• [What the task requires]:
Reproduce each line below with no alterations.
------------------------------------------------------------
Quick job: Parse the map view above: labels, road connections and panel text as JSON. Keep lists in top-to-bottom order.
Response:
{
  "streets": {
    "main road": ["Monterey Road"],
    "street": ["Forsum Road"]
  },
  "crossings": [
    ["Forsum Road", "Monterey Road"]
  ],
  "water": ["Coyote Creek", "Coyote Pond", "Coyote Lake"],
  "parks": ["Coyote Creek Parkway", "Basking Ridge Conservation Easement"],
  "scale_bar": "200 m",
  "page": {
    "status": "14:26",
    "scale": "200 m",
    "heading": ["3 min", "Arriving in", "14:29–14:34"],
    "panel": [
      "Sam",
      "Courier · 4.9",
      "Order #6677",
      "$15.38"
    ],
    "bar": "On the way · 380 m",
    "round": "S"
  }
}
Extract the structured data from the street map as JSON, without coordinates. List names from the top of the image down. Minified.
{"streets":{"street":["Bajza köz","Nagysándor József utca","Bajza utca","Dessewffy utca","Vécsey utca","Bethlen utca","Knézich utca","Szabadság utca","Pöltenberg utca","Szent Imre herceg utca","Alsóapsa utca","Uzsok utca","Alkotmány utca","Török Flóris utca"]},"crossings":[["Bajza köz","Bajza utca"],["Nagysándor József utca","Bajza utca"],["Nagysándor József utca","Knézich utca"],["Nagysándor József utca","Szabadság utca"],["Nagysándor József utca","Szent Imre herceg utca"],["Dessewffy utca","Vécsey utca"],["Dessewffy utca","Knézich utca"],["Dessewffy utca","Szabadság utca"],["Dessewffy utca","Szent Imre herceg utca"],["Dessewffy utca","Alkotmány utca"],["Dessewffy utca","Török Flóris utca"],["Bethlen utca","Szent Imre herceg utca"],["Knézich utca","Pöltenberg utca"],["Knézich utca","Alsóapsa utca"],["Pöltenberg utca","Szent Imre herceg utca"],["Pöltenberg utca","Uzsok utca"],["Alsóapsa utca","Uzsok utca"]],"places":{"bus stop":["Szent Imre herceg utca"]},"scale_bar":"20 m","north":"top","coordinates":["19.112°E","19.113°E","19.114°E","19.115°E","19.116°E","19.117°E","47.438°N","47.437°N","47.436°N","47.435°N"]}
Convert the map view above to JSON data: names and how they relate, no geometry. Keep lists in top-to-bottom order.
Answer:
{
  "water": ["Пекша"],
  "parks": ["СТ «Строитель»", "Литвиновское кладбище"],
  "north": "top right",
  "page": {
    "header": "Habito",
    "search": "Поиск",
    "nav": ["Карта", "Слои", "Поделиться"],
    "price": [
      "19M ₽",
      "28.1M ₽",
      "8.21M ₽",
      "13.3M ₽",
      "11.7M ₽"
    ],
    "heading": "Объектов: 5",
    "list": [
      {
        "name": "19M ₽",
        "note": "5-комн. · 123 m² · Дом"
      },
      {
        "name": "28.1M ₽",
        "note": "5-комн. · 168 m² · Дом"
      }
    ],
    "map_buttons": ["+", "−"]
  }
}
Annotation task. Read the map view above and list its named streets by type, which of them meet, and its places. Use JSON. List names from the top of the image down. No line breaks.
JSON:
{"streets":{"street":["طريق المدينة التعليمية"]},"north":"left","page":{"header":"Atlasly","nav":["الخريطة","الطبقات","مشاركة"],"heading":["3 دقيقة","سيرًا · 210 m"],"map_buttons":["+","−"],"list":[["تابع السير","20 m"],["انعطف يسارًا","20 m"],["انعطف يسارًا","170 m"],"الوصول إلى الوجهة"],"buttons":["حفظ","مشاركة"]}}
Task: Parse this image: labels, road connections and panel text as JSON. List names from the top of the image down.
------------------------------------------------------------
• [Result of the exercise]:
Quick job: Parse the map view above: labels, road connections and panel text as JSON. Keep lists in top-to-bottom order.
Response:
{
  "streets": {
    "main road": ["Monterey Road"],
    "street": ["Forsum Road"]
  },
  "crossings": [
    ["Forsum Road", "Monterey Road"]
  ],
  "water": ["Coyote Creek", "Coyote Pond", "Coyote Lake"],
  "parks": ["Coyote Creek Parkway", "Basking Ridge Conservation Easement"],
  "scale_bar": "200 m",
  "page": {
    "status": "14:26",
    "scale": "200 m",
    "heading": ["3 min", "Arriving in", "14:29–14:34"],
    "panel": [
      "Sam",
      "Courier · 4.9",
      "Order #6677",
      "$15.38"
    ],
    "bar": "On the way · 380 m",
    "round": "S"
  }
}
Extract the structured data from the street map as JSON, without coordinates. List names from the top of the image down. Minified.
{"streets":{"street":["Bajza köz","Nagysándor József utca","Bajza utca","Dessewffy utca","Vécsey utca","Bethlen utca","Knézich utca","Szabadság utca","Pöltenberg utca","Szent Imre herceg utca","Alsóapsa utca","Uzsok utca","Alkotmány utca","Török Flóris utca"]},"crossings":[["Bajza köz","Bajza utca"],["Nagysándor József utca","Bajza utca"],["Nagysándor József utca","Knézich utca"],["Nagysándor József utca","Szabadság utca"],["Nagysándor József utca","Szent Imre herceg utca"],["Dessewffy utca","Vécsey utca"],["Dessewffy utca","Knézich utca"],["Dessewffy utca","Szabadság utca"],["Dessewffy utca","Szent Imre herceg utca"],["Dessewffy utca","Alkotmány utca"],["Dessewffy utca","Török Flóris utca"],["Bethlen utca","Szent Imre herceg utca"],["Knézich utca","Pöltenberg utca"],["Knézich utca","Alsóapsa utca"],["Pöltenberg utca","Szent Imre herceg utca"],["Pöltenberg utca","Uzsok utca"],["Alsóapsa utca","Uzsok utca"]],"places":{"bus stop":["Szent Imre herceg utca"]},"scale_bar":"20 m","north":"top","coordinates":["19.112°E","19.113°E","19.114°E","19.115°E","19.116°E","19.117°E","47.438°N","47.437°N","47.436°N","47.435°N"]}
Convert the map view above to JSON data: names and how they relate, no geometry. Keep lists in top-to-bottom order.
Answer:
{
  "water": ["Пекша"],
  "parks": ["СТ «Строитель»", "Литвиновское кладбище"],
  "north": "top right",
  "page": {
    "header": "Habito",
    "search": "Поиск",
    "nav": ["Карта", "Слои", "Поделиться"],
    "price": [
      "19M ₽",
      "28.1M ₽",
      "8.21M ₽",
      "13.3M ₽",
      "11.7M ₽"
    ],
    "heading": "Объектов: 5",
    "list": [
      {
        "name": "19M ₽",
        "note": "5-комн. · 123 m² · Дом"
      },
      {
        "name": "28.1M ₽",
        "note": "5-комн. · 168 m² · Дом"
      }
    ],
    "map_buttons": ["+", "−"]
  }
}
Annotation task. Read the map view above and list its named streets by type, which of them meet, and its places. Use JSON. List names from the top of the image down. No line breaks.
JSON:
{"streets":{"street":["طريق المدينة التعليمية"]},"north":"left","page":{"header":"Atlasly","nav":["الخريطة","الطبقات","مشاركة"],"heading":["3 دقيقة","سيرًا · 210 m"],"map_buttons":["+","−"],"list":[["تابع السير","20 m"],["انعطف يسارًا","20 m"],["انعطف يسارًا","170 m"],"الوصول إلى الوجهة"],"buttons":["حفظ","مشاركة"]}}
Task: Parse this image: labels, road connections and panel text as JSON. List names from the top of the image down.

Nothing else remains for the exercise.